Hilarious (PERFECT incongruous image):
[Joke] makes like Leif Erickson at the gates of Valhalla and burns the rose like it's an American Flag he dropped…
By the by, I did go back and watch Vienna waiting in the wings for her cue to interrupt Elizabeth. It’s as plain as the day is long. Good catch. My god, what are we doing here?!
Your fan, Sue
"Instead, she spiffs herself up like Carl Pavano and the rest of the New York Yankees are coming by to take her out to the Stone Pony for vodka stingers and an 8-ball of blow. Jake crams her onto his moped and drives her...about a hundred feet away from the other girls."
Holy crap! I snorted coffee right out my nose when I read that. Brilliant!
Care to examine a different angle to this crapfest? How about this:
Everyone knows that the only reason why Shayne Llamas won during Matt Grant's season is because of her daddy and his bbuddy Fleiss. ABC manipulated the whole affair so that Shayne would get a lot of exposure to help kickstart a career (how has that turned out so far? Hmmmm....).
Reality Steve says in his latest blog that Vienna is a bitchy she-devil, and that is the reason why everyone in the house hates her so passionately. And ABC appears to be going out of their way hiding the real reason why Vienna is so hated.

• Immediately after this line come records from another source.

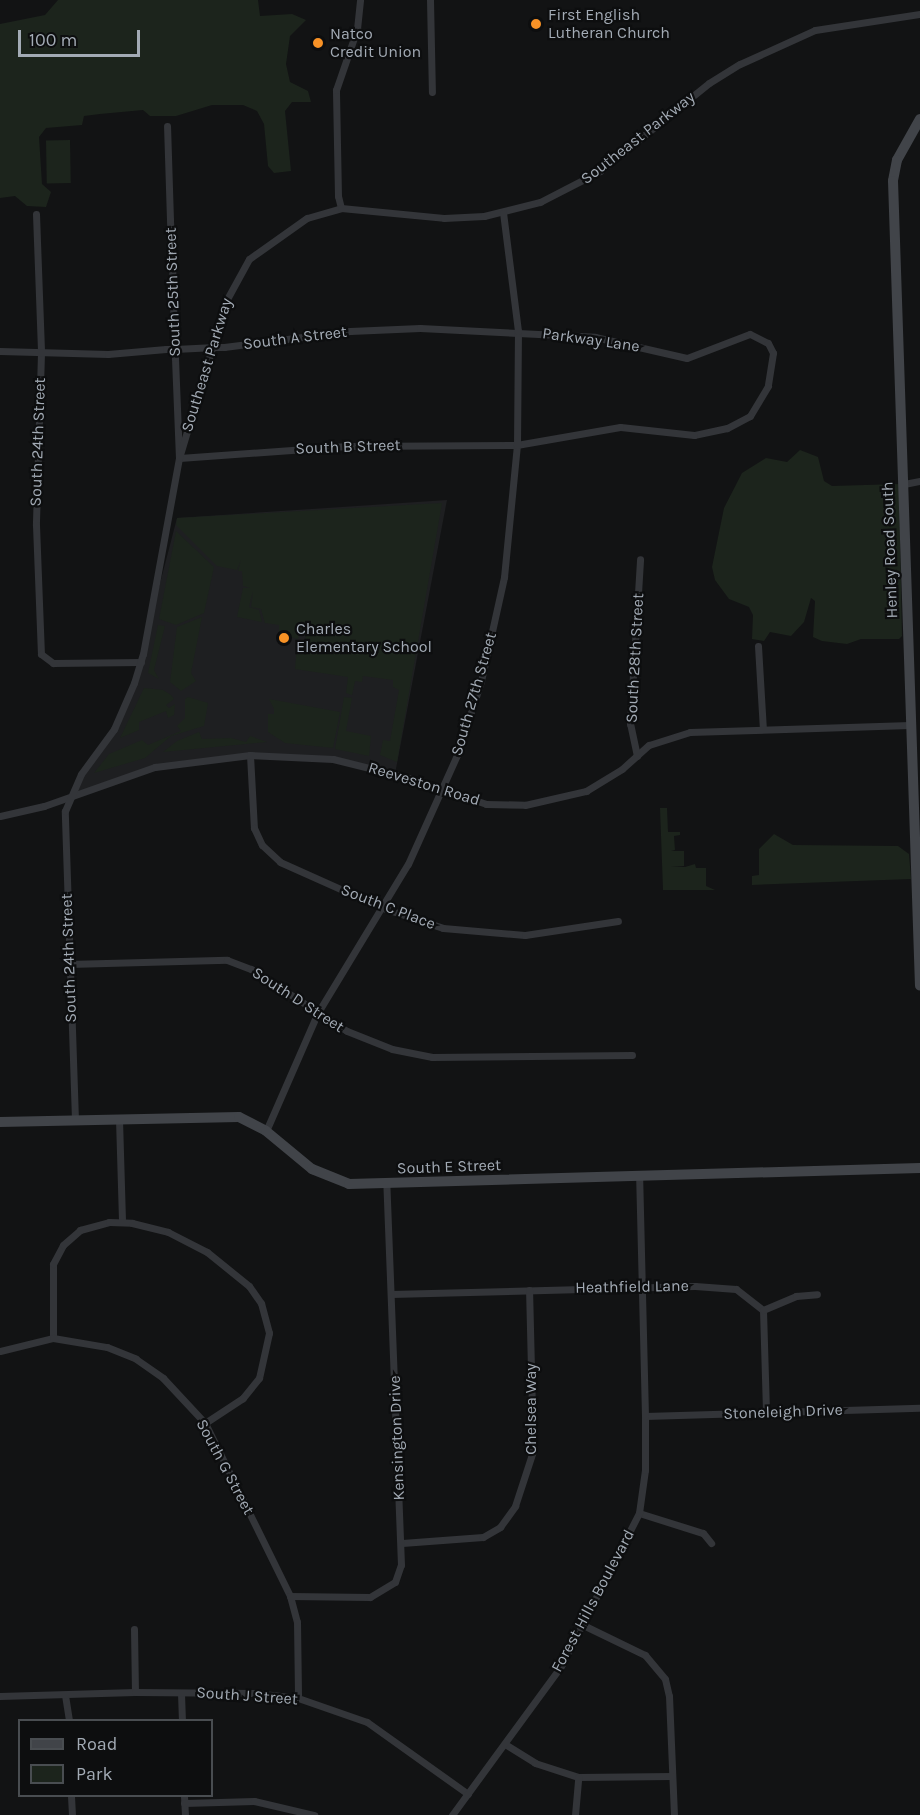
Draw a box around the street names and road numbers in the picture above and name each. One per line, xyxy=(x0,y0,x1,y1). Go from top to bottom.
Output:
street label: Southeast Parkway xyxy=(577,88,699,188)
street label: South 25th Street xyxy=(161,227,185,357)
street label: Southeast Parkway xyxy=(177,296,237,434)
street label: South A Street xyxy=(242,322,348,354)
street label: Parkway Lane xyxy=(541,324,641,356)
street label: South 24th Street xyxy=(26,377,50,507)
street label: South B Street xyxy=(295,436,401,458)
street label: Henley Road South xyxy=(878,481,902,619)
street label: South 28th Street xyxy=(622,593,648,723)
street label: South 27th Street xyxy=(447,630,501,758)
street label: Reeveston Road xyxy=(366,758,482,810)
street label: South C Place xyxy=(338,880,438,934)
street label: South 24th Street xyxy=(57,893,81,1023)
street label: South D Street xyxy=(248,963,348,1037)
street label: South E Street xyxy=(397,1156,501,1178)
street label: Heathfield Lane xyxy=(575,1276,689,1298)
street label: Chelsea Way xyxy=(521,1363,541,1455)
street label: Kensington Drive xyxy=(385,1375,409,1501)
street label: Stoneleigh Drive xyxy=(723,1400,843,1424)
street label: South G Street xyxy=(192,1416,258,1518)
street label: Forest Hills Boulevard xyxy=(547,1526,639,1676)
street label: South J Street xyxy=(196,1683,298,1709)

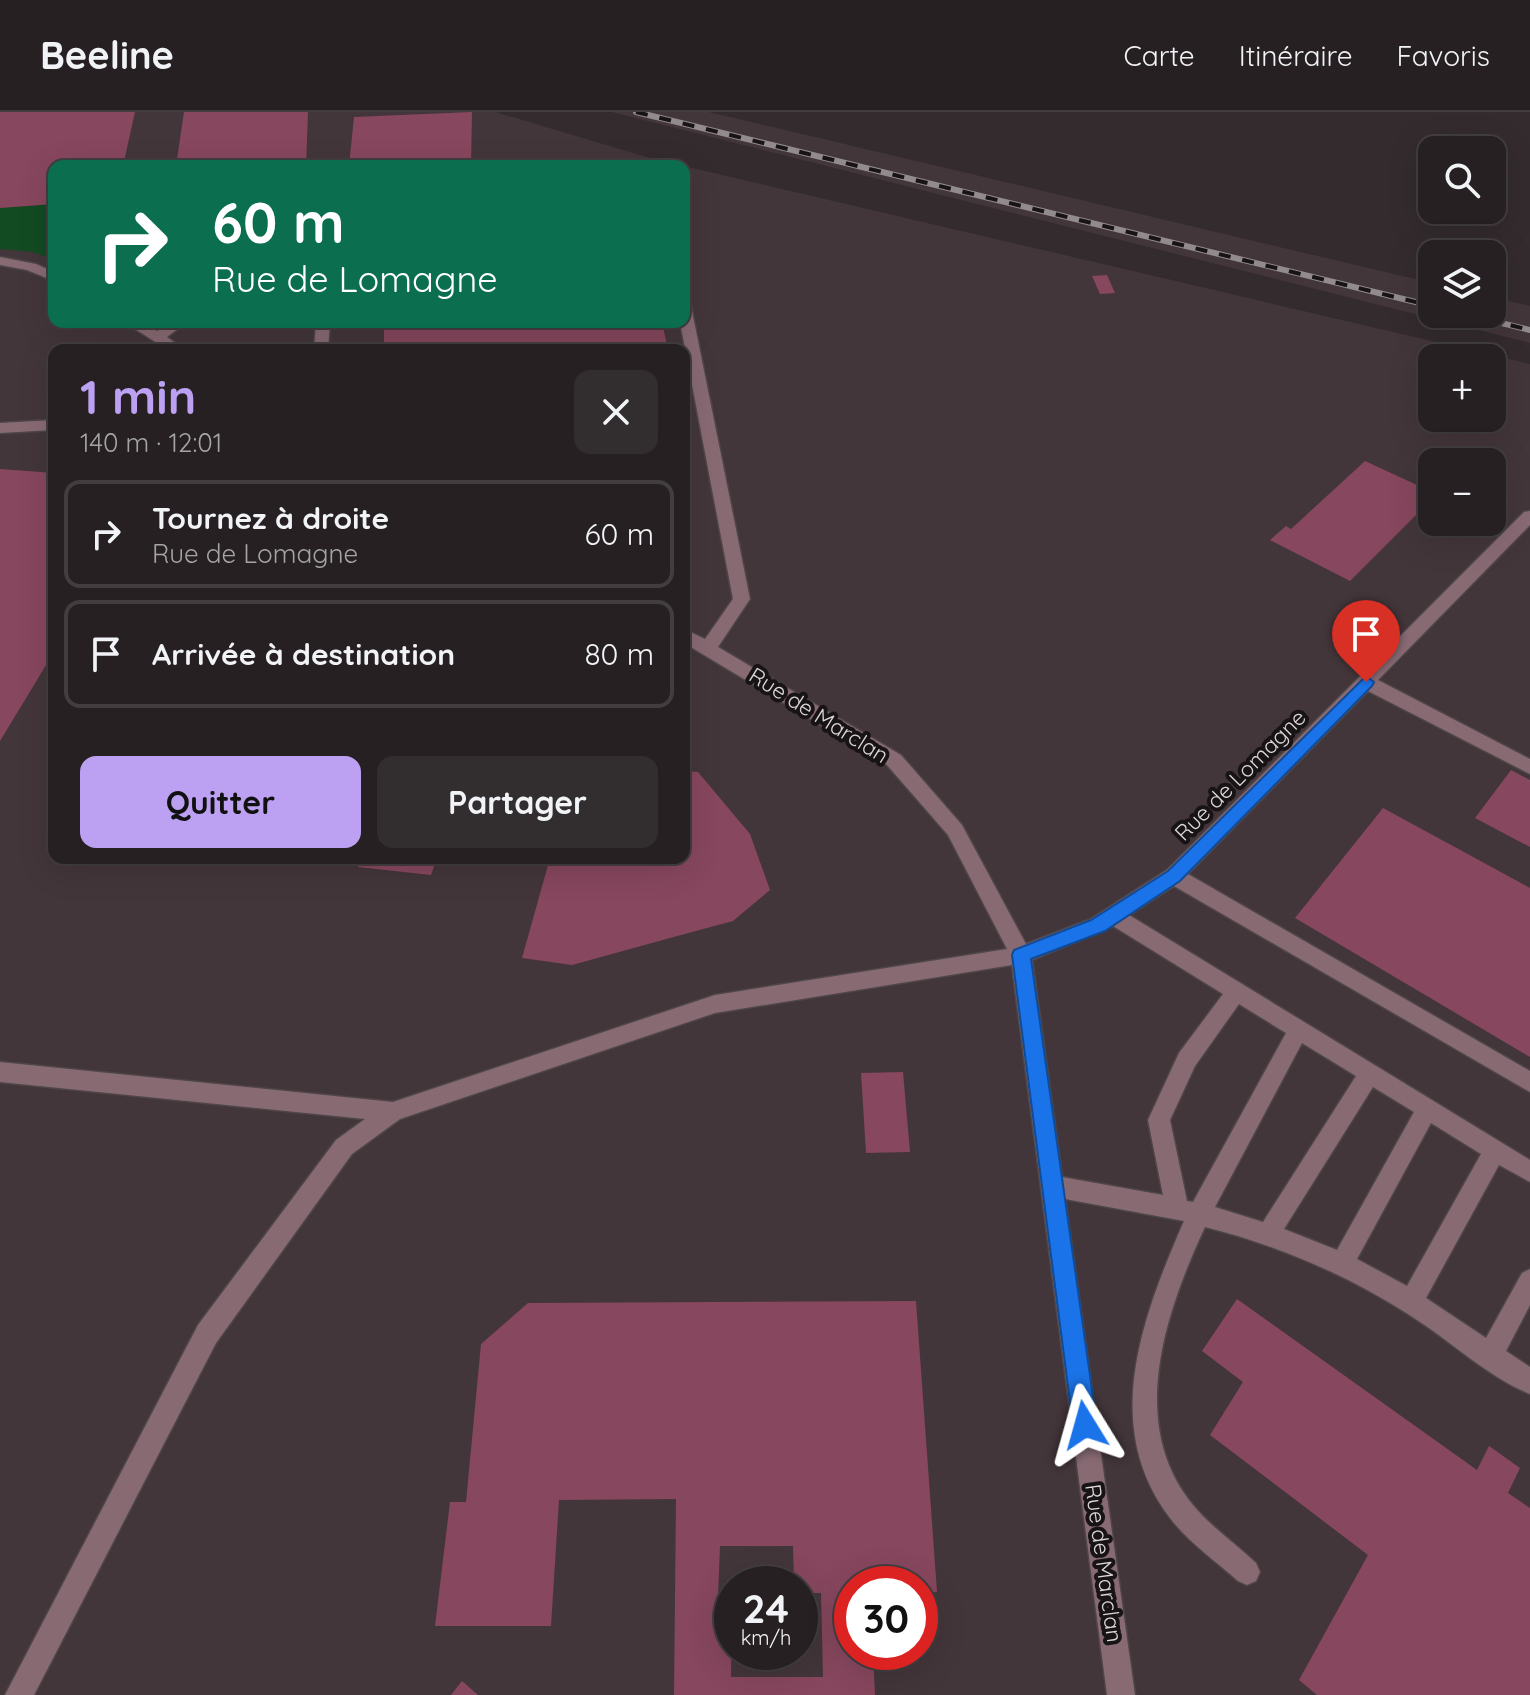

Why would they do that? Do you think Vienna has some prior connection to the show along the same lines as Shayne? Vienna comes across as a white trash, trailer park living, drunken party girl. What sane man would choose her over the hot babes still left on the show? As much of a loser that Jake seems to be, I just don't see him picking a piece of crap like Vienna. Unless there is a greater power at play. You know, something like ABC manipulation along the lines of the Shayne Llamas fiasco?
I'm interested in hearing your thoughts on this.
You see,...
As always, thanks for reading and commenting guys. Sue, as always thanks for acting like my promotion agent--you are priceless.
As for anonymous folks wanting me to try and figure out the complexities of the mind of the producers? Are you kidding? You got the wrong blogger.
Is it all a set up? I doubt it only because surely they could have done something better than this if it was all a set up. But...who the hell knows.